A l’époque les enseignants accusaient le gouvernement de n’avoir rien fait pour débloquer la situation. A ces points de revendications se sont greffées d’autres comme la rémunération des taches liées aux examens, la correction, des copies d’examen, la surveillance et le secrétariat. Mais après des négations, le SNESUP a accepté de suspendre son mot d’ordre de grève le samedi 1er décembre 2007.

Le secrétaire général Dr Abdou Mallé du bureau de coordination signalera le 30 novembre 2007 à l’ENI lors d’une assemblée extraordinaire du Comité exécutif National du SNESUP que le gouvernement s’était engagé à payer à chacun des membres de la sous commission du secrétariat des examens 60 000 F CFA au lieu de150 000 F CFA Initialement revendiqué. Pour la circonstance, il a aussi signalé que le ministre a demandé de lui faire parvenir les dossiers des enseignants dont la promotion est bloquée à cause des erreurs administratives. L’engagement avait été pris pour payer désormais 500 F CFA par copie d’examen comme frais de correction, avait-t-il déclaré. Ceci expliquant cela, le CEN-SNESUP avait décidé de suspendre son mot d’ordre de rétention des notes.
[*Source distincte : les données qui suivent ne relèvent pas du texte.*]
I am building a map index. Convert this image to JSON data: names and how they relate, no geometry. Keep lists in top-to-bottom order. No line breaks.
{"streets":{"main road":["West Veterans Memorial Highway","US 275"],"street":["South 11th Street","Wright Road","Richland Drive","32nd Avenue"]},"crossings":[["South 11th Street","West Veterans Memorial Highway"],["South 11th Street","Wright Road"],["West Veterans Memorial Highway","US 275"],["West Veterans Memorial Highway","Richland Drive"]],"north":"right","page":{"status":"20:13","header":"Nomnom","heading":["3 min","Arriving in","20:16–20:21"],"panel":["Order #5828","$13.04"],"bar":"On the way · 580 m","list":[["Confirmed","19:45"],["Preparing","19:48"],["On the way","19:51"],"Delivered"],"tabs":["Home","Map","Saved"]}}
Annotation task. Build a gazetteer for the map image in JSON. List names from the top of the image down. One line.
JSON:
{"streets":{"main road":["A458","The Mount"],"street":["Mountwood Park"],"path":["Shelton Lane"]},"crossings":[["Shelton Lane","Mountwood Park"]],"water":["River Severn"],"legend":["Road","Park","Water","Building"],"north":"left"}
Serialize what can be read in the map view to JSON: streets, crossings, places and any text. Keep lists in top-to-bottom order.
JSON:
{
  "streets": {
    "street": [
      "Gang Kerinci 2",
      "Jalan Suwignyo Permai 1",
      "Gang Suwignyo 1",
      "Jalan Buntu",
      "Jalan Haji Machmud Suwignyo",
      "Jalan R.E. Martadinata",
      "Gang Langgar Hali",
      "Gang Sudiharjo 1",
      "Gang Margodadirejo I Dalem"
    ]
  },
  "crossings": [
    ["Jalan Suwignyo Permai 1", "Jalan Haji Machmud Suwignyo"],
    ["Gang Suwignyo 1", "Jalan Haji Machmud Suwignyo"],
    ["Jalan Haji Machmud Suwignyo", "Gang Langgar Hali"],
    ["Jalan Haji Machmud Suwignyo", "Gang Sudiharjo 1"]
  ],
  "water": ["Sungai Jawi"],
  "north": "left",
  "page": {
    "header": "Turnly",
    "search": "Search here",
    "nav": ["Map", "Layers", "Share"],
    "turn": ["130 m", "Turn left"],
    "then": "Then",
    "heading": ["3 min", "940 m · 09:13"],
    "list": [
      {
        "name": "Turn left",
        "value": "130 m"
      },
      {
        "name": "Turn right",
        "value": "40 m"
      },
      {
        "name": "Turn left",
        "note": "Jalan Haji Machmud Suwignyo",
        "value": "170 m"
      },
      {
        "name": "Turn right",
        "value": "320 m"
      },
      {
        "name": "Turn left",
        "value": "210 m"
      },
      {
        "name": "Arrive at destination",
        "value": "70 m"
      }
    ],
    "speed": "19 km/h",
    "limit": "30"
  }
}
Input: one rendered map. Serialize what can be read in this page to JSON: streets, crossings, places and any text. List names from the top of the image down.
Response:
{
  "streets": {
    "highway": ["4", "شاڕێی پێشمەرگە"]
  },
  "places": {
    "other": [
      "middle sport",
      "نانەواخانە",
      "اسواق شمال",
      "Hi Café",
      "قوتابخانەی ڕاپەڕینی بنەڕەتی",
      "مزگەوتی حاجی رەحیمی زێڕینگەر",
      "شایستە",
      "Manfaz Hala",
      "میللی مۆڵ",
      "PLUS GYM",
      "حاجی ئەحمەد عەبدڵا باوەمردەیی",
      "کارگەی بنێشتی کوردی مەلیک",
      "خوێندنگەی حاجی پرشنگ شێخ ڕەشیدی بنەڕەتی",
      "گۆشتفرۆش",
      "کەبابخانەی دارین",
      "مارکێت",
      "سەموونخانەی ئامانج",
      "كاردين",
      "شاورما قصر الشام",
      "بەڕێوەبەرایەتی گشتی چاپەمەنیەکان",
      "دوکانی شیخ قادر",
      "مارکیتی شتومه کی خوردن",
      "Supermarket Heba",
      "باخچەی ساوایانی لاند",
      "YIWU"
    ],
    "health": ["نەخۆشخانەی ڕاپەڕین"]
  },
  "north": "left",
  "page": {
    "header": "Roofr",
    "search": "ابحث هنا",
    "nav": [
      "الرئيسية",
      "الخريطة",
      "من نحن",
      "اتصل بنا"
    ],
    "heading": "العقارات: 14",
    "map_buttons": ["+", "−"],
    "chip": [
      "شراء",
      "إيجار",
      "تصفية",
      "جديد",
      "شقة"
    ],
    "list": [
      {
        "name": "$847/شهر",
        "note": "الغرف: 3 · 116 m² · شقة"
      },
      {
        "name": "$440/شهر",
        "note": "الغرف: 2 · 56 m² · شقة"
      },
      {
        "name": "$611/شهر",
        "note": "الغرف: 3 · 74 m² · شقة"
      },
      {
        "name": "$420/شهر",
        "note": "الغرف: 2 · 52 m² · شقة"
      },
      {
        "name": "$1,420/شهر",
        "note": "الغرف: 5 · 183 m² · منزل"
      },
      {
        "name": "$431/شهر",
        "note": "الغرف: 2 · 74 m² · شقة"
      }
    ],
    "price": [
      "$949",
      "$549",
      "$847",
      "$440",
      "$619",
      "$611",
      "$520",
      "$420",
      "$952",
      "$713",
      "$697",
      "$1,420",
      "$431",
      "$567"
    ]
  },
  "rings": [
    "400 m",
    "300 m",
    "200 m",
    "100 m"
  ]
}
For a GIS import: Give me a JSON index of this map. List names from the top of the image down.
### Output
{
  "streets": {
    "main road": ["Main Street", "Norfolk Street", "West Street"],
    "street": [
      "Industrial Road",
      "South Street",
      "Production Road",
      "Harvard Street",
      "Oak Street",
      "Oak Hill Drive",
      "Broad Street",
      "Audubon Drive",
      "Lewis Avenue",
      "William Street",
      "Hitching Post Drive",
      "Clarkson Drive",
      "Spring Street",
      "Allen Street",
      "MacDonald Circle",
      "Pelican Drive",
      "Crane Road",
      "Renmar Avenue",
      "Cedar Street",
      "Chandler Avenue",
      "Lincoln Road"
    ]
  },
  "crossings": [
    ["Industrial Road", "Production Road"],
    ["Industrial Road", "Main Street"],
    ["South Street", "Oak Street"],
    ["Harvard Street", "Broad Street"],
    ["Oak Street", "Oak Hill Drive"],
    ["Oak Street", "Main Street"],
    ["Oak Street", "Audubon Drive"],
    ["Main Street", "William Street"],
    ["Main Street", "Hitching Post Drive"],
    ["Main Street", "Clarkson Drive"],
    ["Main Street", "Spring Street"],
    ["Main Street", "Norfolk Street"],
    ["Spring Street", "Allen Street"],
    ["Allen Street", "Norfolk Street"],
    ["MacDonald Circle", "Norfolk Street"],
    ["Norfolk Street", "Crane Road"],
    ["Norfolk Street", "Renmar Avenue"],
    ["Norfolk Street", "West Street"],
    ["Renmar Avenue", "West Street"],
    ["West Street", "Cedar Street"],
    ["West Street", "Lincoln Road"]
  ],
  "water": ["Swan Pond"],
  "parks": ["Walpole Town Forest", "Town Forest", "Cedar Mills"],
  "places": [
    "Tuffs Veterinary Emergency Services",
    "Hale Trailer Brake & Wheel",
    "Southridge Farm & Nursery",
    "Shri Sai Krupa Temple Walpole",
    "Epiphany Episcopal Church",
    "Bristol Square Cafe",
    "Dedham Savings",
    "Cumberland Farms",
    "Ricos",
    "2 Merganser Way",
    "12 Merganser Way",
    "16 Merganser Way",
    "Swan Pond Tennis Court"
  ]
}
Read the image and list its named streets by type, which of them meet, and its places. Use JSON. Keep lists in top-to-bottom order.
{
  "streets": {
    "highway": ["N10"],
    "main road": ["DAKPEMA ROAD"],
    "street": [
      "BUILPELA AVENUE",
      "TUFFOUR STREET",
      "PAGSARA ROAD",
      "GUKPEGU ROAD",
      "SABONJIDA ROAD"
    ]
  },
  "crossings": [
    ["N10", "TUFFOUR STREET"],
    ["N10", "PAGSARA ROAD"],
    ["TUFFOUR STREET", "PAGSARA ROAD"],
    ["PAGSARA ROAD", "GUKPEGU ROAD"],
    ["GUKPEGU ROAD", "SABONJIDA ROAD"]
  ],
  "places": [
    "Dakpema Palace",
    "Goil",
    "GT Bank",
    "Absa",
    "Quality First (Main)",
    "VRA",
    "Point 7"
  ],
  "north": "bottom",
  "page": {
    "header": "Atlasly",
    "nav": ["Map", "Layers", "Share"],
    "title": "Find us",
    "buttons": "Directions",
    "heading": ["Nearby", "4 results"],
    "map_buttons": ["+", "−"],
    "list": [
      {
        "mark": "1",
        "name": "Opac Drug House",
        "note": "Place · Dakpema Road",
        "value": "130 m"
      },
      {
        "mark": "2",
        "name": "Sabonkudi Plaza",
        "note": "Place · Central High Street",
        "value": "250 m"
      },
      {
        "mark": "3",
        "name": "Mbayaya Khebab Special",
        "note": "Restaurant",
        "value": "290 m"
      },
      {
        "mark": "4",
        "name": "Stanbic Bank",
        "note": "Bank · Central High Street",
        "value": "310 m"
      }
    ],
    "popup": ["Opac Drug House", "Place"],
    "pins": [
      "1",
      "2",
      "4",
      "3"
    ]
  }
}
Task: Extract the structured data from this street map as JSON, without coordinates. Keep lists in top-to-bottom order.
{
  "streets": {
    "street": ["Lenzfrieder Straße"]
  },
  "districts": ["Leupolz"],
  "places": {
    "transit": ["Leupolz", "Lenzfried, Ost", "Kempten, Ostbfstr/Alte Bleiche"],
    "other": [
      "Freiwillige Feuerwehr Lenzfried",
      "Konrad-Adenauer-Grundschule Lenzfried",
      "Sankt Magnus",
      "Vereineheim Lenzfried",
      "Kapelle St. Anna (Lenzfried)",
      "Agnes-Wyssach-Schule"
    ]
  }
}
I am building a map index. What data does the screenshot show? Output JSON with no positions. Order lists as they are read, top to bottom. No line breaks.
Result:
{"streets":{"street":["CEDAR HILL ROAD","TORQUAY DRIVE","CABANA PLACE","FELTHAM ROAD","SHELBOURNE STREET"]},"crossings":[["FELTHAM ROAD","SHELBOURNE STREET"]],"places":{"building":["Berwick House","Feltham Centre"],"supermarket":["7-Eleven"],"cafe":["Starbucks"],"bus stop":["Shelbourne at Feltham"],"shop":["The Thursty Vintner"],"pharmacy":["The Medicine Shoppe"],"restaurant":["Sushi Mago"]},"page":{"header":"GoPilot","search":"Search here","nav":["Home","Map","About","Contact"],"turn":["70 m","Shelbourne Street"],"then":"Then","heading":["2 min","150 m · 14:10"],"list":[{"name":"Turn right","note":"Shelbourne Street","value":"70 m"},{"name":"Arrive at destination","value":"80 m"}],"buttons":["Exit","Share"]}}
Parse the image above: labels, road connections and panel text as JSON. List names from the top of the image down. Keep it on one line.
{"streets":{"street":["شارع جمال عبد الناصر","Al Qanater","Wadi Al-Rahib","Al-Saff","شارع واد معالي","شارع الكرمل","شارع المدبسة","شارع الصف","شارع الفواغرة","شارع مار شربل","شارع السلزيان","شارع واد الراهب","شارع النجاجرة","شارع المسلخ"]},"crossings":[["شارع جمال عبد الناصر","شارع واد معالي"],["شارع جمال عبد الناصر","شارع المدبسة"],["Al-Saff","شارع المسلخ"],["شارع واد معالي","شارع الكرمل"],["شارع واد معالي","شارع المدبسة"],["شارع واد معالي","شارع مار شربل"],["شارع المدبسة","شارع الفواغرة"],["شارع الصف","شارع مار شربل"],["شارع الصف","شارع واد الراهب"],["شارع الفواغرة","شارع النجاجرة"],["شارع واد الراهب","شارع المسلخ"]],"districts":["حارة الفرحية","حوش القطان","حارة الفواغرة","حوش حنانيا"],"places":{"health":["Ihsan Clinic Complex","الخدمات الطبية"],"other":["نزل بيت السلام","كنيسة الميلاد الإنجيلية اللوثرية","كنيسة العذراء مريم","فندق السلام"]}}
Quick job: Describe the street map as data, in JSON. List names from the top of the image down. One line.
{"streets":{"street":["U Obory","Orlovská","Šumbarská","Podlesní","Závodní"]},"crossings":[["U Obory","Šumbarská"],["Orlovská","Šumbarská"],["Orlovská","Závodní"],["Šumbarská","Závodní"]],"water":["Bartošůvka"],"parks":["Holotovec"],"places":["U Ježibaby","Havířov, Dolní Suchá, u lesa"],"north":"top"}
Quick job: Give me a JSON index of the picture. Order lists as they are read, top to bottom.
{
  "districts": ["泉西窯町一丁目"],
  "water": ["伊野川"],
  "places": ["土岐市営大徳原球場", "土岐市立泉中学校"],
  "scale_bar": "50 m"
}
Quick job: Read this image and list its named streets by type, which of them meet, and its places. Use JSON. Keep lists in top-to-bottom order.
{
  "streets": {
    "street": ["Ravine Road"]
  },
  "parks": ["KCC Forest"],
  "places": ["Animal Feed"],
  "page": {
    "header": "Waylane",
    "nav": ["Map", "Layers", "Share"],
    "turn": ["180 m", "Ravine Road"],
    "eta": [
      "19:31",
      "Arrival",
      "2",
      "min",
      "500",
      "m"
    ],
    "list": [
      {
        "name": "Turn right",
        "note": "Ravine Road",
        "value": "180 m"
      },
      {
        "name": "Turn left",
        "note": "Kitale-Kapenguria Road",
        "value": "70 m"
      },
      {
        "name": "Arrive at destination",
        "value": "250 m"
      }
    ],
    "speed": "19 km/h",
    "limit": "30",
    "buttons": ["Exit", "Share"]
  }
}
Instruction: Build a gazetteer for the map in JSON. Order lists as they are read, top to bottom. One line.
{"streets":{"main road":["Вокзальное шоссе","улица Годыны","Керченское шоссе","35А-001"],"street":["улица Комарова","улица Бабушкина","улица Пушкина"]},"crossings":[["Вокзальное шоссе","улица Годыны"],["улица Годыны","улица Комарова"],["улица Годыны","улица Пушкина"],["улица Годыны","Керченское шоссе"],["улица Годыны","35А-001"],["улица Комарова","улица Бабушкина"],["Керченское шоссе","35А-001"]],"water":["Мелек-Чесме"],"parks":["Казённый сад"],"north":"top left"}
Clash à l’Institut universitaire de Gestion

Les enseignants de l’Institut Universitaire de gestion (IUG) ont observé un arrêt de travail le lundi 31 mars 2008 pour une grève de 72 heures, suite à un préavis de grève déposé par le Comité SNESUP dudit Institut. C’était le 14 mars. Ce comité accusait le Directeur Général de l’Institut universitaire de gestion de n’avoir pas appliqué à la lettre les acquis de leur long mois de lutte. « Le Directeur Général de l’IUG a payé 350 F CFA par copie d’examens à ses enseignants comme frais de correction au lieu 500 comme prévus », a déclaré Abdou Mallé.

Brouille à la FAST

Les enseignants de la faculté des sciences et techniques (FAST) ont observé le jeudi 19 juin 2008 une grève de trois jours. A l’origine de la brouille, un certain nombre de points de revendication déposés sur la table du gouvernement et qui n’avaient pas eu d’issus favorable. Il s’agit entre autres, du paiement des heures supplémentaires aux enseignants, le déboursement de l’enveloppe financière allouée à la recherche selon le calendrier appropriée, le paiement des arriérés de salaire 2005-2007, la reconstruction du tronçon Badalabougou à la FAST, l’avancement des enseignants pour l’année 2008, une explication du nouveau système d’enseignement Licence Master Doctorat(LMD).

Le boom de l’affaire Djibonding Dembélé

Au moment où l’accalmie semblait s’installer, un événement insolite intervient dans le monde universitaire. Il s’agit de M. Djibonding Dembélé, professeur de droit à la Faculté des sciences juridiques et politiques, secrétaire général du comité SNESUP de ladite faculté. En guise de protestation, le bureau national de SNESUP a décrété une grève de deux semaines. Il a exigé du gouvernement de rechercher les acteurs de cette agression, de les arrêter, de les juger et de les renvoyer s’ils étaient des étudiants. Le SNESUP suspendra son mot d’ordre de grève le 3 juin 2008 après l’arrestation de deux jeunes étudiants en attendant le jour du procès. Toutefois ce procès sera renvoyé une fois le 24 mai 2008 pour non disponibilité de certificat médical dans le dossier de l’agressé.

A la date échue les jeunes étudiants ont comparu mais ils ont été jugés non coupable des faits qui leurs sont reprochés.

C’était le 8 juillet 2008 par le Tribunal de la commune III du district de Bamako.